* _ACTIVITY_
Each line below should be repeated exactly as it stands.
((
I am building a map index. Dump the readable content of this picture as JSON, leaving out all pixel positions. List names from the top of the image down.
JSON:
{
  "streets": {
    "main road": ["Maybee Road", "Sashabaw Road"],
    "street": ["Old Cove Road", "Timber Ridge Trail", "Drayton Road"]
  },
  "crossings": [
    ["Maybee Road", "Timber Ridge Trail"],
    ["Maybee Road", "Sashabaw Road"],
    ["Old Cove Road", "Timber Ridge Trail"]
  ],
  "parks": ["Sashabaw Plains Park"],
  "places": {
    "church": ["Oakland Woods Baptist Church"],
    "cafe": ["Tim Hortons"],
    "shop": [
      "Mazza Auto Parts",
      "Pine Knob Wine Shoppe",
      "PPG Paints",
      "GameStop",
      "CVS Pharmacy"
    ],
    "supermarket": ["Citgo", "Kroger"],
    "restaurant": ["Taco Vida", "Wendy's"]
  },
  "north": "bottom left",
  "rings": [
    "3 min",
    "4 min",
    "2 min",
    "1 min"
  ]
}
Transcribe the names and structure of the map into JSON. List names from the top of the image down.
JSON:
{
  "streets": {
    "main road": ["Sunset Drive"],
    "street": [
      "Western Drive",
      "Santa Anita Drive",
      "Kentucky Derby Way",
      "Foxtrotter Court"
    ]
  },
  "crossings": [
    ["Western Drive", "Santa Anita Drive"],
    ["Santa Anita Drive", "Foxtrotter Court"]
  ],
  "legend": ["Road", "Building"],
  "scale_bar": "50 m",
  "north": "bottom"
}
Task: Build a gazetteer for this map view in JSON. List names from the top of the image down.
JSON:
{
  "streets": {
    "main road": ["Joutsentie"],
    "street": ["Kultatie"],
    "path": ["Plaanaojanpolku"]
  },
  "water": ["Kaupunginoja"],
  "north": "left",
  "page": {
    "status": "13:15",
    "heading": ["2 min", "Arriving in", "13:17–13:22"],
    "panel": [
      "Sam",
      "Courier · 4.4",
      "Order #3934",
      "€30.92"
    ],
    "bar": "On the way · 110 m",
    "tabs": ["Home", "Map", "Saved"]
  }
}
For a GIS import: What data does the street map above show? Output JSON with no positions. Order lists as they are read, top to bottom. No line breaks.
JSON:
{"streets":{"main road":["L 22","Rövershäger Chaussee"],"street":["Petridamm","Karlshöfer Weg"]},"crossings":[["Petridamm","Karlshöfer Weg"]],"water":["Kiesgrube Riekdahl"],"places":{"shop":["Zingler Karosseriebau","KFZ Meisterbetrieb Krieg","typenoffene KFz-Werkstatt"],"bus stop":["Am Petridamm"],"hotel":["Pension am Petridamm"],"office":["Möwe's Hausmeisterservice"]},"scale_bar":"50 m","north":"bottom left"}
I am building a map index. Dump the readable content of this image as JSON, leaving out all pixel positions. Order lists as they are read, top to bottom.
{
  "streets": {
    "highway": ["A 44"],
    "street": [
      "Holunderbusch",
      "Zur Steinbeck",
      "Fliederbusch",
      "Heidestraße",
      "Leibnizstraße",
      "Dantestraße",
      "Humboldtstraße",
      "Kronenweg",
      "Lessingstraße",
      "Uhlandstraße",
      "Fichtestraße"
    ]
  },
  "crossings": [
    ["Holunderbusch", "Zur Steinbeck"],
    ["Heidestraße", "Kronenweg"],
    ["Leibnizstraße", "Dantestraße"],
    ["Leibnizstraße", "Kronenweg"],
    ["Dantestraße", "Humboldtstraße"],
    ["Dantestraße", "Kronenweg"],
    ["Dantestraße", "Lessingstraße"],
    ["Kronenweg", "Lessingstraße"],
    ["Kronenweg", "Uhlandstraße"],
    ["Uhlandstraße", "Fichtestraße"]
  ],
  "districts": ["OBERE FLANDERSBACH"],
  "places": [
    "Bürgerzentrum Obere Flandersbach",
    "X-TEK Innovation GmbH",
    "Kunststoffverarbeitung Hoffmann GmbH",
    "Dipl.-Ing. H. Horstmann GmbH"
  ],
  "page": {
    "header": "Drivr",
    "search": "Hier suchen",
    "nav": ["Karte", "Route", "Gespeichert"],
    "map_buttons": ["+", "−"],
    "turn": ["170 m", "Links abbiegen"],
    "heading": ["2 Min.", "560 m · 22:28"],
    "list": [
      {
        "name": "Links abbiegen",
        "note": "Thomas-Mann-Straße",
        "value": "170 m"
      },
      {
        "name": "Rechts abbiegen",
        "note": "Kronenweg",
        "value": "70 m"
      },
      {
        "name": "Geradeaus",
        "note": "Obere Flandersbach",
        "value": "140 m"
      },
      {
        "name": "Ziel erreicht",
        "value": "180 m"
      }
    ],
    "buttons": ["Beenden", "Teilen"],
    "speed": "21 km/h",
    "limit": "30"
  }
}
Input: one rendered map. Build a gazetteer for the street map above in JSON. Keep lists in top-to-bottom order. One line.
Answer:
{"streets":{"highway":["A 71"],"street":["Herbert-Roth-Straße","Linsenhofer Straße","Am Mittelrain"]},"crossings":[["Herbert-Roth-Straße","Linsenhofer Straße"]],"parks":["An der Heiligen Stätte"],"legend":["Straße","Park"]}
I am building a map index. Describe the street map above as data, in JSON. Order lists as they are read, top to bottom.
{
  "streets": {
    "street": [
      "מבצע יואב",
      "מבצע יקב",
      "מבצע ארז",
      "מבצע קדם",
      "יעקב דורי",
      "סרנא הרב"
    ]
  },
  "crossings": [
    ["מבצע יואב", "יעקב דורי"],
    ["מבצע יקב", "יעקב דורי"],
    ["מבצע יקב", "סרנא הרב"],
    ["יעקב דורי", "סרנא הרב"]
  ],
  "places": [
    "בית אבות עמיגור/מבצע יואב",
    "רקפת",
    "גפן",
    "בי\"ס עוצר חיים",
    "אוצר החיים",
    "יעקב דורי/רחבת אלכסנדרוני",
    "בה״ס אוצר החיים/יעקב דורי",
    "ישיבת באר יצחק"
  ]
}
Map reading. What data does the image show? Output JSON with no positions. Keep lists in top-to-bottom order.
))
* _ANSWER_
I am building a map index. Dump the readable content of this picture as JSON, leaving out all pixel positions. List names from the top of the image down.
JSON:
{
  "streets": {
    "main road": ["Maybee Road", "Sashabaw Road"],
    "street": ["Old Cove Road", "Timber Ridge Trail", "Drayton Road"]
  },
  "crossings": [
    ["Maybee Road", "Timber Ridge Trail"],
    ["Maybee Road", "Sashabaw Road"],
    ["Old Cove Road", "Timber Ridge Trail"]
  ],
  "parks": ["Sashabaw Plains Park"],
  "places": {
    "church": ["Oakland Woods Baptist Church"],
    "cafe": ["Tim Hortons"],
    "shop": [
      "Mazza Auto Parts",
      "Pine Knob Wine Shoppe",
      "PPG Paints",
      "GameStop",
      "CVS Pharmacy"
    ],
    "supermarket": ["Citgo", "Kroger"],
    "restaurant": ["Taco Vida", "Wendy's"]
  },
  "north": "bottom left",
  "rings": [
    "3 min",
    "4 min",
    "2 min",
    "1 min"
  ]
}
Transcribe the names and structure of the map into JSON. List names from the top of the image down.
JSON:
{
  "streets": {
    "main road": ["Sunset Drive"],
    "street": [
      "Western Drive",
      "Santa Anita Drive",
      "Kentucky Derby Way",
      "Foxtrotter Court"
    ]
  },
  "crossings": [
    ["Western Drive", "Santa Anita Drive"],
    ["Santa Anita Drive", "Foxtrotter Court"]
  ],
  "legend": ["Road", "Building"],
  "scale_bar": "50 m",
  "north": "bottom"
}
Task: Build a gazetteer for this map view in JSON. List names from the top of the image down.
JSON:
{
  "streets": {
    "main road": ["Joutsentie"],
    "street": ["Kultatie"],
    "path": ["Plaanaojanpolku"]
  },
  "water": ["Kaupunginoja"],
  "north": "left",
  "page": {
    "status": "13:15",
    "heading": ["2 min", "Arriving in", "13:17–13:22"],
    "panel": [
      "Sam",
      "Courier · 4.4",
      "Order #3934",
      "€30.92"
    ],
    "bar": "On the way · 110 m",
    "tabs": ["Home", "Map", "Saved"]
  }
}
For a GIS import: What data does the street map above show? Output JSON with no positions. Order lists as they are read, top to bottom. No line breaks.
JSON:
{"streets":{"main road":["L 22","Rövershäger Chaussee"],"street":["Petridamm","Karlshöfer Weg"]},"crossings":[["Petridamm","Karlshöfer Weg"]],"water":["Kiesgrube Riekdahl"],"places":{"shop":["Zingler Karosseriebau","KFZ Meisterbetrieb Krieg","typenoffene KFz-Werkstatt"],"bus stop":["Am Petridamm"],"hotel":["Pension am Petridamm"],"office":["Möwe's Hausmeisterservice"]},"scale_bar":"50 m","north":"bottom left"}
I am building a map index. Dump the readable content of this image as JSON, leaving out all pixel positions. Order lists as they are read, top to bottom.
{
  "streets": {
    "highway": ["A 44"],
    "street": [
      "Holunderbusch",
      "Zur Steinbeck",
      "Fliederbusch",
      "Heidestraße",
      "Leibnizstraße",
      "Dantestraße",
      "Humboldtstraße",
      "Kronenweg",
      "Lessingstraße",
      "Uhlandstraße",
      "Fichtestraße"
    ]
  },
  "crossings": [
    ["Holunderbusch", "Zur Steinbeck"],
    ["Heidestraße", "Kronenweg"],
    ["Leibnizstraße", "Dantestraße"],
    ["Leibnizstraße", "Kronenweg"],
    ["Dantestraße", "Humboldtstraße"],
    ["Dantestraße", "Kronenweg"],
    ["Dantestraße", "Lessingstraße"],
    ["Kronenweg", "Lessingstraße"],
    ["Kronenweg", "Uhlandstraße"],
    ["Uhlandstraße", "Fichtestraße"]
  ],
  "districts": ["OBERE FLANDERSBACH"],
  "places": [
    "Bürgerzentrum Obere Flandersbach",
    "X-TEK Innovation GmbH",
    "Kunststoffverarbeitung Hoffmann GmbH",
    "Dipl.-Ing. H. Horstmann GmbH"
  ],
  "page": {
    "header": "Drivr",
    "search": "Hier suchen",
    "nav": ["Karte", "Route", "Gespeichert"],
    "map_buttons": ["+", "−"],
    "turn": ["170 m", "Links abbiegen"],
    "heading": ["2 Min.", "560 m · 22:28"],
    "list": [
      {
        "name": "Links abbiegen",
        "note": "Thomas-Mann-Straße",
        "value": "170 m"
      },
      {
        "name": "Rechts abbiegen",
        "note": "Kronenweg",
        "value": "70 m"
      },
      {
        "name": "Geradeaus",
        "note": "Obere Flandersbach",
        "value": "140 m"
      },
      {
        "name": "Ziel erreicht",
        "value": "180 m"
      }
    ],
    "buttons": ["Beenden", "Teilen"],
    "speed": "21 km/h",
    "limit": "30"
  }
}
Input: one rendered map. Build a gazetteer for the street map above in JSON. Keep lists in top-to-bottom order. One line.
Answer:
{"streets":{"highway":["A 71"],"street":["Herbert-Roth-Straße","Linsenhofer Straße","Am Mittelrain"]},"crossings":[["Herbert-Roth-Straße","Linsenhofer Straße"]],"parks":["An der Heiligen Stätte"],"legend":["Straße","Park"]}
I am building a map index. Describe the street map above as data, in JSON. Order lists as they are read, top to bottom.
{
  "streets": {
    "street": [
      "מבצע יואב",
      "מבצע יקב",
      "מבצע ארז",
      "מבצע קדם",
      "יעקב דורי",
      "סרנא הרב"
    ]
  },
  "crossings": [
    ["מבצע יואב", "יעקב דורי"],
    ["מבצע יקב", "יעקב דורי"],
    ["מבצע יקב", "סרנא הרב"],
    ["יעקב דורי", "סרנא הרב"]
  ],
  "places": [
    "בית אבות עמיגור/מבצע יואב",
    "רקפת",
    "גפן",
    "בי\"ס עוצר חיים",
    "אוצר החיים",
    "יעקב דורי/רחבת אלכסנדרוני",
    "בה״ס אוצר החיים/יעקב דורי",
    "ישיבת באר יצחק"
  ]
}
Map reading. What data does the image show? Output JSON with no positions. Keep lists in top-to-bottom order.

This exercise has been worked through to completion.